New Zealand: Political Parties Material
- This material is held at
- ReferenceGB 101 PP.NZ
- Dates of Creation1925-
- Name of Creator
- Language of MaterialEnglish Maori
- Physical Description11 boxes
Scope and Content
Administrative / Biographical History
Post-war materials predominate in this collection, with the majority of the items dating from the 1960s-1980s. Both main electoral parties (the New Zealand Labour Party and the New Zealand National Party) feature significantly, with the most notable of the issues contested being the economy, especially from the 1970s as world events began to intrude upon New Zealand's previous policy of protectionism, and foreign affairs. The latter provided the largest gap between Labour and the Nationals, the latter continuing to orient policy towards America and the West whilst the former withdrew troops from Vietnam, forced the cancellation of the 1973 Springboks tour and displayed persistent opposition to French nuclear testing in the Pacific. That nuclear technology and other environmental issues were becoming significant political factors in New Zealand in the 1970s is shown by the rise of the Values Party. Although brief this represented the first instance worldwide of a 'green party' commanding significant mass support. Also represented here is the Social Credit Party and its precursor, the Social Credit Political League, adhering to the C.H. Douglas doctrine of cheap money and constituting New Zealand's third party from the 1950s onwards. Outside the realm of electoral politics there are a variety of items produced by right-wing parties of various seriousness, including the National Front and the Imperial British Conservative Party, and a large collection of materials produced by various incarnations of the New Zealand Communist Party. The decision of the latter to take China's side in its dispute with the Soviet Union led to the formation of the Socialist Unity Party in 1966, and another splinter group, the pro-Chinese New Zealand Communist Party (Marxist-Leninist) emerged after the mother party transferred its allegiance to Hoxha's Albania after the death of Mao in 1976. All of these labyrinthine quarrels are reproduced here.

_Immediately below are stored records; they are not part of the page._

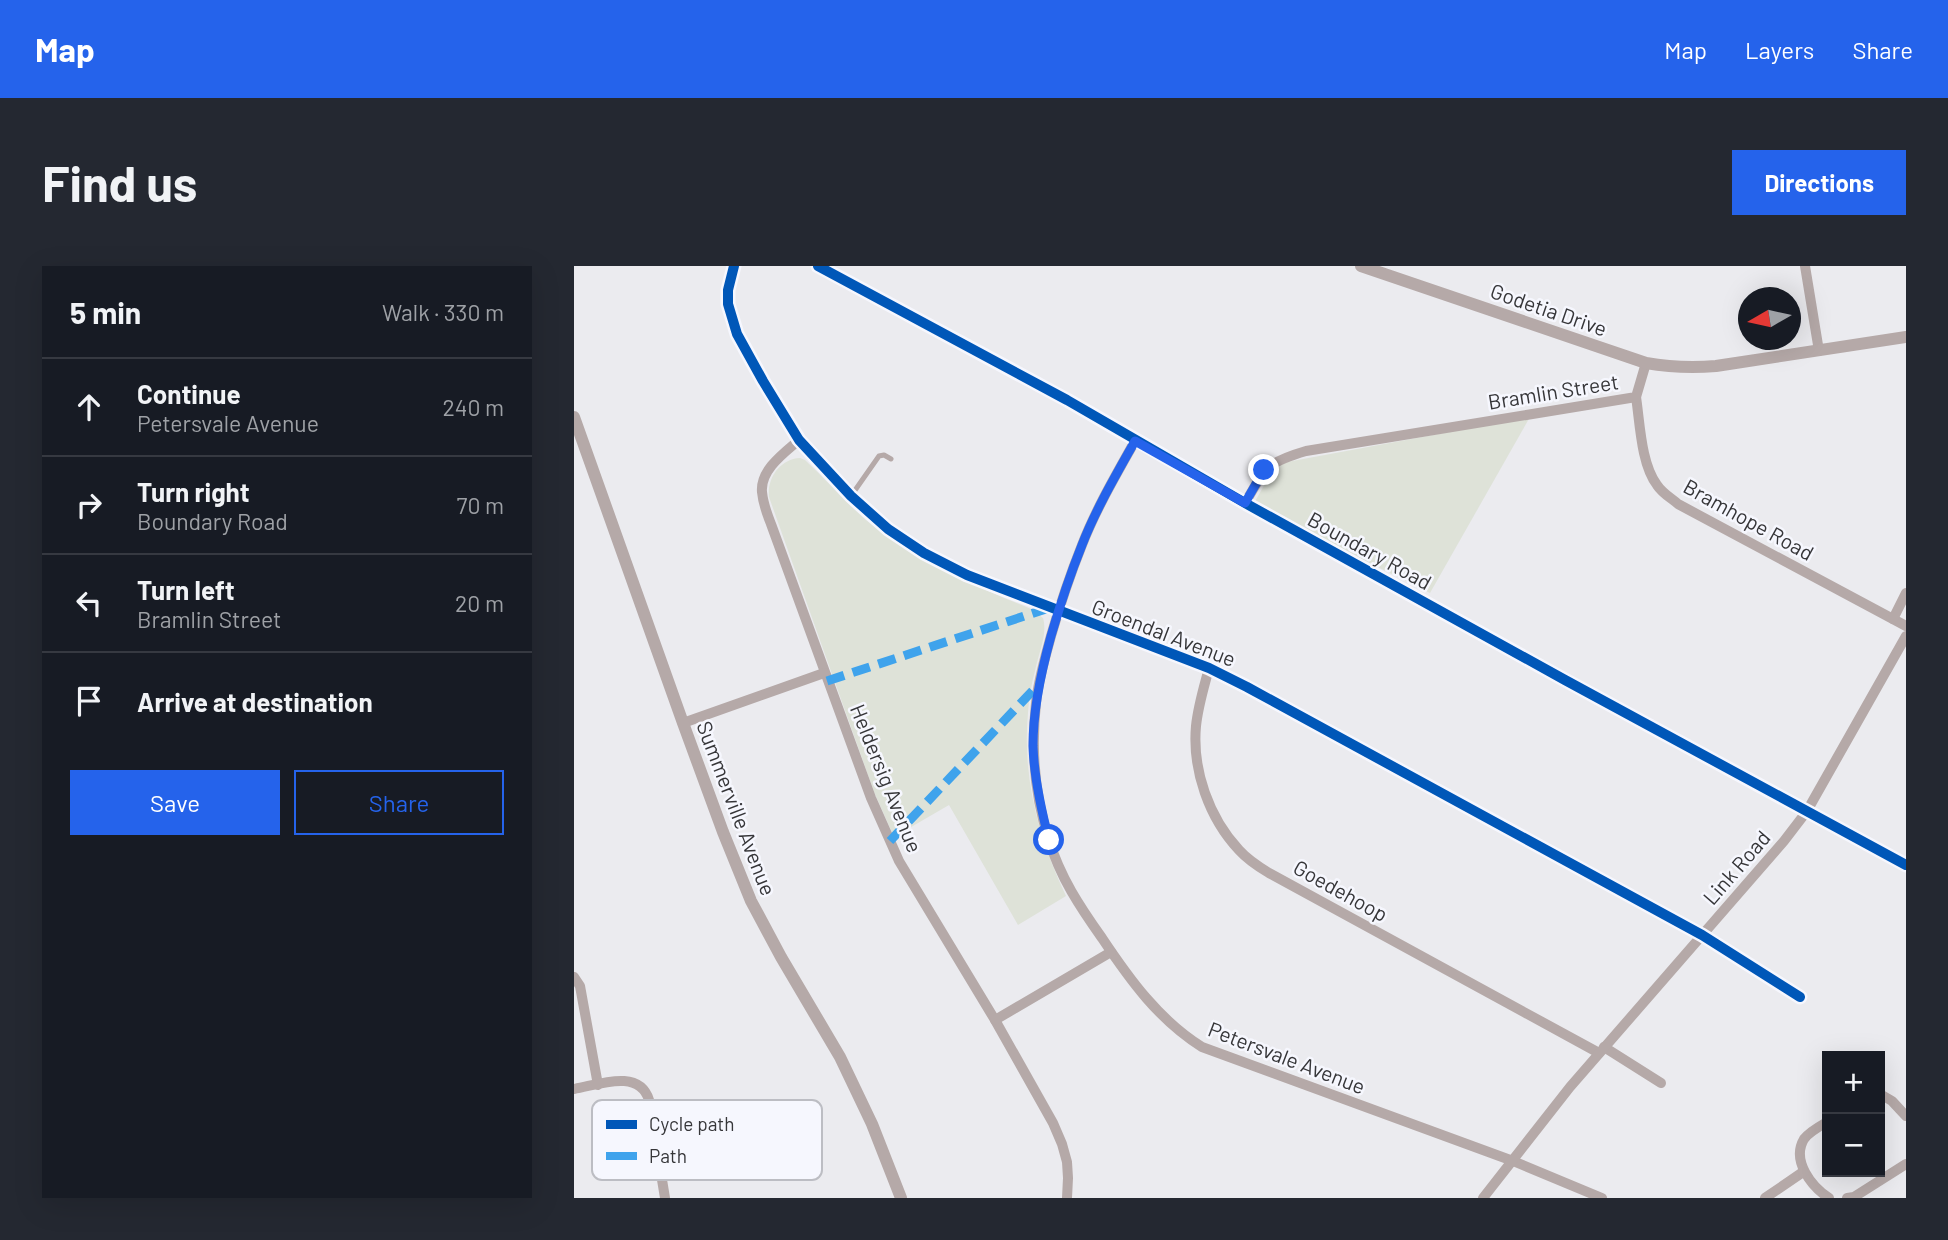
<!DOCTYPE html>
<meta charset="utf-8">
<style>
:root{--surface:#171b24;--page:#242831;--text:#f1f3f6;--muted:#9ea1a6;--line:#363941;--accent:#2563eb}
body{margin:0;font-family:Barlow,sans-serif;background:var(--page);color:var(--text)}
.controls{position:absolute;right:21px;bottom:21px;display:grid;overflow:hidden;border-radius:0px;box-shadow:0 7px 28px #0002}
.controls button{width:63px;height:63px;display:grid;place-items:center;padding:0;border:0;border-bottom:2px solid var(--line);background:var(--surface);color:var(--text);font:35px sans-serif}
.compass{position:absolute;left:1164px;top:21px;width:63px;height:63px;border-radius:50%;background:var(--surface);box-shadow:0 7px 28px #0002;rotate:261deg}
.stop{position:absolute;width:21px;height:21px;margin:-16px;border:5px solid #2563eb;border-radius:50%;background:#fff}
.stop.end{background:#2563eb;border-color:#fff;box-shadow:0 2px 7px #0008}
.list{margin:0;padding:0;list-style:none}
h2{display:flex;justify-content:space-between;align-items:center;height:91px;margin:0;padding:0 28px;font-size:30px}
h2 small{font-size:23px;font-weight:400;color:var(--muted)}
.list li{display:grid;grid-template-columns:46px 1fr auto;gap:21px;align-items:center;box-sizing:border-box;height:98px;padding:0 28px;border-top:2px solid var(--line)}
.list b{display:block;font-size:26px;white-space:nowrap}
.list p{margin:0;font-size:23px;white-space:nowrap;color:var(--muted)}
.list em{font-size:23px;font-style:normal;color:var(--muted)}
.actions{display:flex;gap:14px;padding:21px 28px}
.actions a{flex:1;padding:16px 0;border:2px solid var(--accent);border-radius:0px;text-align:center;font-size:24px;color:var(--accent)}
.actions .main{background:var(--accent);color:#fff}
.icon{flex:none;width:38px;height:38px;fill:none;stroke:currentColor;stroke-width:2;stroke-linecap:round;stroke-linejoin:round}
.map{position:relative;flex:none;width:1332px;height:932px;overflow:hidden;border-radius:0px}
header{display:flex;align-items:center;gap:42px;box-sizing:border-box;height:98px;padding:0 35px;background:var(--accent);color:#fff}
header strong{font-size:33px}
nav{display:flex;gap:38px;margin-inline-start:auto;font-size:24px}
.intro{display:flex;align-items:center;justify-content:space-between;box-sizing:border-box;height:168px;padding:0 42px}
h1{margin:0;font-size:49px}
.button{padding:18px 32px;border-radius:0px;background:var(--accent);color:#fff;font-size:24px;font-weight:700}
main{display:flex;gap:42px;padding:0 42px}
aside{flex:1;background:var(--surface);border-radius:0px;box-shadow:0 7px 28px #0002}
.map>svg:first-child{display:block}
.green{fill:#dee2d8}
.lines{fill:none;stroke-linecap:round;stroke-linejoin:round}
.service{stroke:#b5a9a8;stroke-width:5}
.minor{stroke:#b5a9a8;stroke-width:10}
.tertiary{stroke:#b5a9a8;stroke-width:12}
.quiet{stroke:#3fa3ec;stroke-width:9;stroke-dasharray:18 9;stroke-linecap:butt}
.cycleway-casing{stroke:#f6f7fe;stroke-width:15}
.cycleway{stroke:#0057b8;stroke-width:10}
.route{stroke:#2563eb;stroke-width:9}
.labels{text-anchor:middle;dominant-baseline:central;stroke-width:5;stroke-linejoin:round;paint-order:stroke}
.street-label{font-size:21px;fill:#363639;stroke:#f6f7fe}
.key{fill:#f6f7fe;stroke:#bcbdc3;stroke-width:2}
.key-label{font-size:19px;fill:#363639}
</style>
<header>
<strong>Map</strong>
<nav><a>Map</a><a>Layers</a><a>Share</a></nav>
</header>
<div class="intro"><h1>Find us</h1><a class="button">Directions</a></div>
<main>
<aside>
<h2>5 min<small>Walk · 330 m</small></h2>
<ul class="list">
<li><svg class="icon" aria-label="ahead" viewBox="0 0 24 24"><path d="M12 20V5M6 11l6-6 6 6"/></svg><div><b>Continue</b><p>Petersvale Avenue</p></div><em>240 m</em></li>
<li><svg class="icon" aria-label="right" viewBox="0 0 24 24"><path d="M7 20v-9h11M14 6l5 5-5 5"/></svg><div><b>Turn right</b><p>Boundary Road</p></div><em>70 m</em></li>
<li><svg class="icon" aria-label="left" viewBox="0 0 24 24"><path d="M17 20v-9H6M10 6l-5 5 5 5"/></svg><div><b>Turn left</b><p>Bramlin Street</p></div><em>20 m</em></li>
<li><svg class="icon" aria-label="arrive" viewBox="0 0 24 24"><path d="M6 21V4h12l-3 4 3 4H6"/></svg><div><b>Arrive at destination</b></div></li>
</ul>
<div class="actions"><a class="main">Save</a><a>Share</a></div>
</aside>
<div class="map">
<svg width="1332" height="932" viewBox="0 0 1332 932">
<rect width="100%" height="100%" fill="#ebebef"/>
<g class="green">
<polygon points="956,151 856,327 679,239 702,198"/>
<path d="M226,192L231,194C252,213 270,235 292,254C341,295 399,319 457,343L469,352C474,368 464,389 461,405C457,419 455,433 454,447C448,512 465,573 492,630L444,659L375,539L320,571L300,526L195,231C193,212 206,193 226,192Z"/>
</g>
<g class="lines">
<polyline class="service" points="277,230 305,190 310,189 317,193"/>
<g class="minor">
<polyline points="160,0 154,24 154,38 163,68 189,115 225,174 277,230 314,263 350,287 393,309 635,402 673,421 1128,669 1226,731"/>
<polyline points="244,0 493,134 671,237 991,414 1332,599"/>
<polyline points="1231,0 1245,85"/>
<path d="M1062,131C1066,157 1067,198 1083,219C1088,227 1097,232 1104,238L1332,360"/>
<path d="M225,174C210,187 186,204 188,226C189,237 193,248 197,258L297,532L325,595L421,754L479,857L488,878L493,896L494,912L493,932"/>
<path d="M561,175C542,209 522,243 508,279C496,309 486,339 477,370C471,392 464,415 462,437C457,483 461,531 475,574C486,611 506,641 528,672C556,714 585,754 628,781L939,895L1028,932"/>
<path d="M671,237C692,202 691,197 732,185L1062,131L1072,97"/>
<polyline points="1319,353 1332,327"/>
<path d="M635,402C630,421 624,440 622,460C618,504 635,552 665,584C674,594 685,601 695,607L1025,787"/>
<polyline points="109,457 250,407"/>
<polyline points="0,711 6,720 24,819"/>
<polyline points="421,754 537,686"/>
<polyline points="1030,781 1087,817"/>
<path d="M0,823C24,819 65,802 75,834L91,932"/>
<polyline points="1306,828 1318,835 1332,850"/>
<path d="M1253,856C1246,860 1235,866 1230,873C1217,895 1238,921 1255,932"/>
<polyline points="909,932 996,821 1210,575 1233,545 1332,370"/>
<polyline points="1191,932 1229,906"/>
<polyline points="1273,932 1280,931 1332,898"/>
</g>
<g class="tertiary">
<path d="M787,0L1072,97C1095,101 1118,102 1142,100L1332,71"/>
<polyline points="0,151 109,457 149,566 177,635 207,691 266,791 298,858 327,932"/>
</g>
<g class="quiet">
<polyline points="253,415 475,342"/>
<polyline points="316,575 465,418"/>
</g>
<g class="cycleway-casing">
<g id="cycleway">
<polyline points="160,0 154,24 154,38 163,68 189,115 225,174 277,230 314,263 350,287 393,309 635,402 673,421 1128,669 1226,731"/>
<polyline points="244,0 493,134 671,237 991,414 1332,599"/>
</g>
</g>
<use href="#cycleway" class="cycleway"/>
</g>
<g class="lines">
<path class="route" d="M475,574C467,543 460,512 459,480C459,442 467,406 477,370C486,339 496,309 508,279C522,243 542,209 561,175L671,237L690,204"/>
</g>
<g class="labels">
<g class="street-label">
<text transform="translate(975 43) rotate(19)">Godetia Drive</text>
<text transform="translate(979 125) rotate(-9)">Bramlin Street</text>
<text transform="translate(1175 253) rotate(29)">Bramhope Road</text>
<text transform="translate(796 284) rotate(29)">Boundary Road</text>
<text transform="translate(590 366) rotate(21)">Groendal Avenue</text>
<text transform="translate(313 512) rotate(68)">Heldersig Avenue</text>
<text transform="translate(163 542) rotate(69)">Summerville Avenue</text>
<text transform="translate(1162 601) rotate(-49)">Link Road</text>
<text transform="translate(767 624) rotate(29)">Goedehoop</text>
<text transform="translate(713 791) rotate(21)">Petersvale Avenue</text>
</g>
</g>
<rect x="18" y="834" width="230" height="80" rx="10" class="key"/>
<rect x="32" y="854" width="31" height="9" fill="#0057b8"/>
<rect x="32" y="886" width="31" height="8" fill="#3fa3ec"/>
<g class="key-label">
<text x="75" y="865">Cycle path</text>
<text x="75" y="897">Path</text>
</g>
</svg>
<div class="controls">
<button>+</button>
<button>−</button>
</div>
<svg class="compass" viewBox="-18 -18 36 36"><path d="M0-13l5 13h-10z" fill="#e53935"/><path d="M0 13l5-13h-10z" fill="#9ea1a6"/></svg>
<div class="stop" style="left:475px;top:574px"></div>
<div class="stop end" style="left:690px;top:204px"></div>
</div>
</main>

Alphabetically by party, and then in rough chronological order.
Conditions Governing Access
Open to all for research purposes; access is free for anyone in higher education.
Institute of Commonwealth Studies
Other Finding Aids
Records at item level on library catalogue (SASCAT)
Description compiled by Daniel Millum, Political Archives Project Officer at the Institutes of Commonwealth and Latin American Studies.
Conditions Governing Use
Copies can usually be obtained - apply to library staff.
The Commonwealth Political Parties Materials collection was begun in 1960-61, with special emphasis being placed then, as now, on "primary material such as party constitutions, policy statements, convention reports and election manifestos." (ICS, Twelfth Annual Report 1960-1961). Since then, the main method of gathering material has been to appeal directly to political parties throughout the Commonwealth, though contributions from Institute members and staff following visits to relevant countries have been significant. More recently material has been collected by means of downloading documents from the websites of the major parties.
Further accruals are expected, some in electronic form.